● Records for this task
☆ ☆ ☆ ☆ ☆
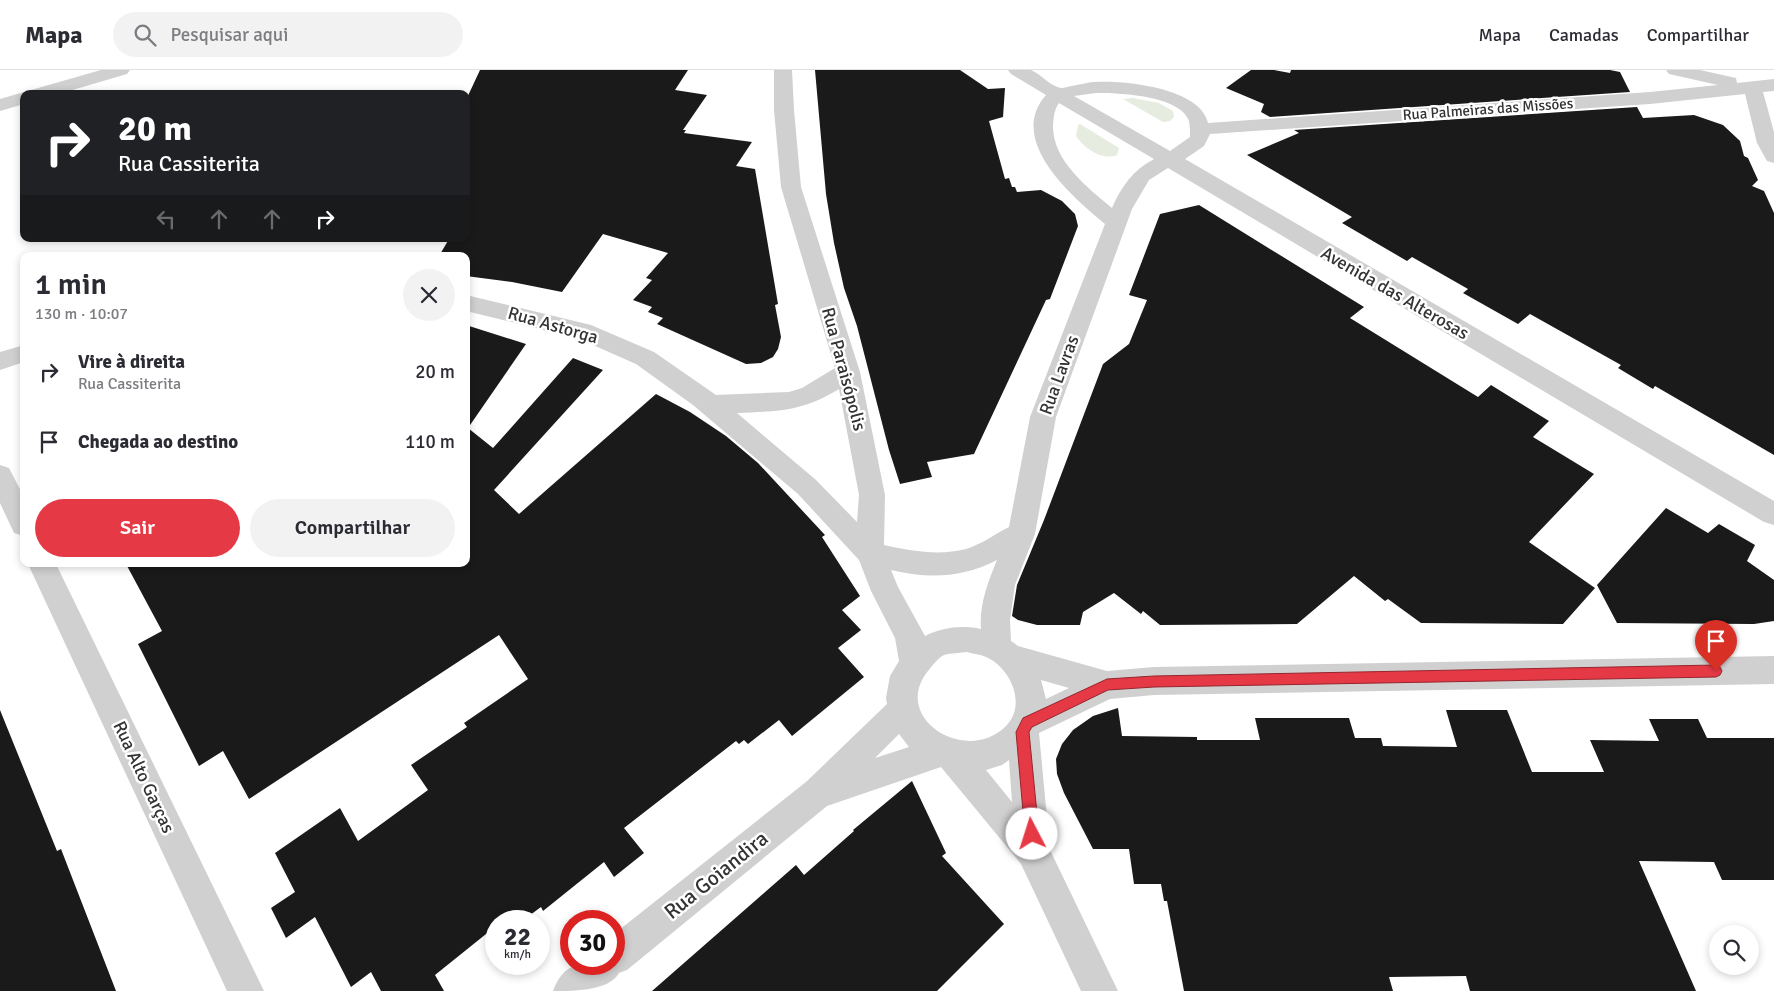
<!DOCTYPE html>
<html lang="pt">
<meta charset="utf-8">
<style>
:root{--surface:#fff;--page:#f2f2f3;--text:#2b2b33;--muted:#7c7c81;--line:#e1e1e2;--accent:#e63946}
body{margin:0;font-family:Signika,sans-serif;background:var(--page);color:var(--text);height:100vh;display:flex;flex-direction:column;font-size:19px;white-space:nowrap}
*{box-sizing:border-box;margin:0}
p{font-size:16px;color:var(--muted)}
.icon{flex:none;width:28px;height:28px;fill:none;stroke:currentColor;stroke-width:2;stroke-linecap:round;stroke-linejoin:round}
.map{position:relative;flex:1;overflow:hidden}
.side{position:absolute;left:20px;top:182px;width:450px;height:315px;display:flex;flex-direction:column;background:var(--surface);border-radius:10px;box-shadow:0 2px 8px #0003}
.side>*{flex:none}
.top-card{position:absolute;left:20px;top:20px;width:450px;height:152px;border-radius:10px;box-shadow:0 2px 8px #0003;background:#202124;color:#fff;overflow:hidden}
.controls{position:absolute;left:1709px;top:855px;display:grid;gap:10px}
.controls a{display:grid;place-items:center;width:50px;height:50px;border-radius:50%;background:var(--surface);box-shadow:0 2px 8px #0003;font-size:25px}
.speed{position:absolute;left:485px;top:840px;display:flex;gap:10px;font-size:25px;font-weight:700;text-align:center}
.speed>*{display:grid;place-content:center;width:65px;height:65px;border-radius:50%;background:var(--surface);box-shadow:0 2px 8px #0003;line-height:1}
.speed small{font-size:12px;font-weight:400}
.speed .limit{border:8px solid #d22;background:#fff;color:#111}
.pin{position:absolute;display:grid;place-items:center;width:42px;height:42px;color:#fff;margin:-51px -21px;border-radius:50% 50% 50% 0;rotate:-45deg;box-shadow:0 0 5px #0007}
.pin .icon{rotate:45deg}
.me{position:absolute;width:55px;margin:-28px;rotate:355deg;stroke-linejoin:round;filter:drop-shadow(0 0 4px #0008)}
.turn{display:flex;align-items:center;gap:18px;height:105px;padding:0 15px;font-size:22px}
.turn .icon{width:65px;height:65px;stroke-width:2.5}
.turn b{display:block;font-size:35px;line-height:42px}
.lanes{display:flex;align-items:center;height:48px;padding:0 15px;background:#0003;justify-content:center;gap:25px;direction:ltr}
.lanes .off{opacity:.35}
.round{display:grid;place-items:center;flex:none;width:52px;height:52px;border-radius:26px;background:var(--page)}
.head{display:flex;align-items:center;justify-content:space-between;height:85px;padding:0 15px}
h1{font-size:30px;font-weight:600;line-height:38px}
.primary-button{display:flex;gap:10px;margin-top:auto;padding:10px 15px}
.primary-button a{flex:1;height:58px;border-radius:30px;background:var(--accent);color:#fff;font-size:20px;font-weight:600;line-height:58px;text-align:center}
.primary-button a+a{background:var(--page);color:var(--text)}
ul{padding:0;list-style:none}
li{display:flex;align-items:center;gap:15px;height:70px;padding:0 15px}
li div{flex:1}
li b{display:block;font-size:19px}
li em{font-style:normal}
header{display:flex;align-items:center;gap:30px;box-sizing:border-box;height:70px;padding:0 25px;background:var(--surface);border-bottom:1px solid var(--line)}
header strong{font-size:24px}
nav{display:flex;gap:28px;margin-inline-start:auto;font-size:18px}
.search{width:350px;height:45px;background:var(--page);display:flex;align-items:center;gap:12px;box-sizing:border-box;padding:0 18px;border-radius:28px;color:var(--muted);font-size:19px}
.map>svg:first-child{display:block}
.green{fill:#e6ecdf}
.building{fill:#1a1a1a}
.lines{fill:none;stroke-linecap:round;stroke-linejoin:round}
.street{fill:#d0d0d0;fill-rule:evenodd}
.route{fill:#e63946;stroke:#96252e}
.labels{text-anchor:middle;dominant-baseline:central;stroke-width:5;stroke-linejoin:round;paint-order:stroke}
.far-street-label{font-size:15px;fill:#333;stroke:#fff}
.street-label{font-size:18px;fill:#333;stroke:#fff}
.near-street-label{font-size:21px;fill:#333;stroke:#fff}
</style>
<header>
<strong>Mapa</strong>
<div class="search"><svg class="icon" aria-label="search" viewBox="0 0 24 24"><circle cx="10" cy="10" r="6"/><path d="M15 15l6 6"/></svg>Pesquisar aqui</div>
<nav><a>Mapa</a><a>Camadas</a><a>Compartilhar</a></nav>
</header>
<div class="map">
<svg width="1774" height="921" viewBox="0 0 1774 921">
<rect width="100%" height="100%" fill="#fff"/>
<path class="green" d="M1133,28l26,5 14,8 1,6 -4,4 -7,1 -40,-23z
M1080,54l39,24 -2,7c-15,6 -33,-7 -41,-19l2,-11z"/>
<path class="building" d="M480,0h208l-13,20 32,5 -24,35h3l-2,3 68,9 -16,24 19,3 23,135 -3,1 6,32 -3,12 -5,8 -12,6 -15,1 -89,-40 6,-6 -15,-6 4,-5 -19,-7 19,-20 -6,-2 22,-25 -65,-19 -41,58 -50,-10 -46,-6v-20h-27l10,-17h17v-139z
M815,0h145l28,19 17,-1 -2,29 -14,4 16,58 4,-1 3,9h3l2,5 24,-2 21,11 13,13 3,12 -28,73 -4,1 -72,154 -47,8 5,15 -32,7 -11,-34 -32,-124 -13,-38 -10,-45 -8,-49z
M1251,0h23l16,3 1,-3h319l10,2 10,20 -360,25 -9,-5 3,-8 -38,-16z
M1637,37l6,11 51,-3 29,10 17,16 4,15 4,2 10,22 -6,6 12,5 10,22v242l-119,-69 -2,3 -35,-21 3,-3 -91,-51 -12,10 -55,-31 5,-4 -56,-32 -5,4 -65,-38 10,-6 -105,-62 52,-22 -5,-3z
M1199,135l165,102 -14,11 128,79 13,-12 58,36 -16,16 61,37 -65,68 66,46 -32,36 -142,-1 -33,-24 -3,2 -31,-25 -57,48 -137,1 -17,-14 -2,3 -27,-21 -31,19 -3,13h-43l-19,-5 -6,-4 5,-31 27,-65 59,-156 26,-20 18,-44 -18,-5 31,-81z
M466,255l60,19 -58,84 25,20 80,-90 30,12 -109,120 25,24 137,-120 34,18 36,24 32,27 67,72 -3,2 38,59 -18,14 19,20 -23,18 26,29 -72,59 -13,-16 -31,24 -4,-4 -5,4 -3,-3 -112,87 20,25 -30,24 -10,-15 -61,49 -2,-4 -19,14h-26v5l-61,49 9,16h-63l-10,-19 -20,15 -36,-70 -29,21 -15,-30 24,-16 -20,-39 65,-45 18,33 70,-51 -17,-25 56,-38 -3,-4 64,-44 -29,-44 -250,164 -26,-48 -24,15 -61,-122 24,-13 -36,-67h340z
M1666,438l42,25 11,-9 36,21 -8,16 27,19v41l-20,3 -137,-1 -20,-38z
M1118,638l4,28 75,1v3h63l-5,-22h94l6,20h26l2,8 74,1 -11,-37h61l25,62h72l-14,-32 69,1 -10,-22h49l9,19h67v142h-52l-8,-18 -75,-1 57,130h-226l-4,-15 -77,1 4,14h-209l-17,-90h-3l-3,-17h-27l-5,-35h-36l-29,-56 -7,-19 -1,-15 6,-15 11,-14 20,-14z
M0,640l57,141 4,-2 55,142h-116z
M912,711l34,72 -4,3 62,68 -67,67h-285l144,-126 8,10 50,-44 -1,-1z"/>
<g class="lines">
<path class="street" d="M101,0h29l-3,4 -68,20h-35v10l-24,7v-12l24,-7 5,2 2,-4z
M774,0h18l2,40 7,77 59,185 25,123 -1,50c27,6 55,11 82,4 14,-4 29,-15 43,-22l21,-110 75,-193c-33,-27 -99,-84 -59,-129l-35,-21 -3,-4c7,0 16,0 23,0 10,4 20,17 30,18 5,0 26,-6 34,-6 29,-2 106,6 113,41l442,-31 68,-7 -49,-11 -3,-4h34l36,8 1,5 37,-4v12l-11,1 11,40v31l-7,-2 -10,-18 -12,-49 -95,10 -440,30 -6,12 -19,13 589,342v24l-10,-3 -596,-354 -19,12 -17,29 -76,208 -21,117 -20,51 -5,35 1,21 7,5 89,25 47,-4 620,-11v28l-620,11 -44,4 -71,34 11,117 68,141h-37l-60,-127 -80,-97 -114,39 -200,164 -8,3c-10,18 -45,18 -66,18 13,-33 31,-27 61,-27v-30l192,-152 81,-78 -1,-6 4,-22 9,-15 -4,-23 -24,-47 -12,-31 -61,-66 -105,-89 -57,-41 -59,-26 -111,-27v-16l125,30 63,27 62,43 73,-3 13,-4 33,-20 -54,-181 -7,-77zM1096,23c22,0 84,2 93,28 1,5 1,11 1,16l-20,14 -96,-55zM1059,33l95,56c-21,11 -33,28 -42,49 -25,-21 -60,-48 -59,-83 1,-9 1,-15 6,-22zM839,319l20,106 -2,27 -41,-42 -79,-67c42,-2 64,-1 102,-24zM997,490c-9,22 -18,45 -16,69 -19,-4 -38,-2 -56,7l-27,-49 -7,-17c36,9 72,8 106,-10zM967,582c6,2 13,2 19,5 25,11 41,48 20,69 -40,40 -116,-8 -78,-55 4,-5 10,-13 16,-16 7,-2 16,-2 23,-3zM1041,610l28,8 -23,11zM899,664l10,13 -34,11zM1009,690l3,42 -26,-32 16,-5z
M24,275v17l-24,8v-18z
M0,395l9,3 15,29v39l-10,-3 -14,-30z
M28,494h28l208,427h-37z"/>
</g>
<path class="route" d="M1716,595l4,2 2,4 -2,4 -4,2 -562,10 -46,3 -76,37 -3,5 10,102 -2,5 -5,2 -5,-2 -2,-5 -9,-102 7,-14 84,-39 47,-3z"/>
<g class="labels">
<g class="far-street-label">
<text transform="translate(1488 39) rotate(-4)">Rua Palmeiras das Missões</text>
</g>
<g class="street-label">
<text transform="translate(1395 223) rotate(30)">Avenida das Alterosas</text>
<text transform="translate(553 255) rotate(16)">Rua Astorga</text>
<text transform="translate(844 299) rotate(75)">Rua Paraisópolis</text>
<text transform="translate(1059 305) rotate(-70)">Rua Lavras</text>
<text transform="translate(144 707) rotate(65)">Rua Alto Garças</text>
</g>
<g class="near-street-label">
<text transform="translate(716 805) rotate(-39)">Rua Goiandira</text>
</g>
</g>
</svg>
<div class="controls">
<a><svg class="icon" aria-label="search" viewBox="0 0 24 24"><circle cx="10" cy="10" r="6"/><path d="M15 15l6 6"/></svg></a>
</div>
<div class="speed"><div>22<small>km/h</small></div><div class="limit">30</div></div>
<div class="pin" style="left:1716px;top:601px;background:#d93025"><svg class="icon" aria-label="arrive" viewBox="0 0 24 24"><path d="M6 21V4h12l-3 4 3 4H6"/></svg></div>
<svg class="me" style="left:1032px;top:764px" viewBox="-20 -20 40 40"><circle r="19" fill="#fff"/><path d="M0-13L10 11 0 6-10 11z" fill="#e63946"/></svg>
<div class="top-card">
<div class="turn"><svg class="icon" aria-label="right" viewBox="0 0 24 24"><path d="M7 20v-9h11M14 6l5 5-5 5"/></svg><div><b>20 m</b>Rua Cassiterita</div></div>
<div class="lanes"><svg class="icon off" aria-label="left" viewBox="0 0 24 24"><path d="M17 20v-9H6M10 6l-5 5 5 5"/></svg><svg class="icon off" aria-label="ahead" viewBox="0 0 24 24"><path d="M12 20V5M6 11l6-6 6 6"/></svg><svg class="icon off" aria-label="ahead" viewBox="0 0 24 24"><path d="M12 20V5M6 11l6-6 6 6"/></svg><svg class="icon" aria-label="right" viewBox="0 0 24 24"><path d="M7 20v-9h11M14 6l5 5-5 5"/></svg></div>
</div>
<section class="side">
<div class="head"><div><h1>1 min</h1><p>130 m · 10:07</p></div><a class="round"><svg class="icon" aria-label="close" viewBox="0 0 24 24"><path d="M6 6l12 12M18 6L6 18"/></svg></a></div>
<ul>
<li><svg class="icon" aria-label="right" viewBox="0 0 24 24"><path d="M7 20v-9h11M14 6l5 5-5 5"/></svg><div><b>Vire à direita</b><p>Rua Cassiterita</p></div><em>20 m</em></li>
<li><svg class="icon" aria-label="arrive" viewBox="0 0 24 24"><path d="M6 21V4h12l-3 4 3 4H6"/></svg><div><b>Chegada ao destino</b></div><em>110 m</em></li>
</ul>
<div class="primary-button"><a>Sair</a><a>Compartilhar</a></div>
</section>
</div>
☆ ☆ ☆ ☆ ☆
● What to work on
The answer should consist of every line above in which "limit" appears.

● Output of the exercise
.speed .limit{border:8px solid #d22;background:#fff;color:#111}
<div class="speed"><div>22<small>km/h</small></div><div class="limit">30</div></div>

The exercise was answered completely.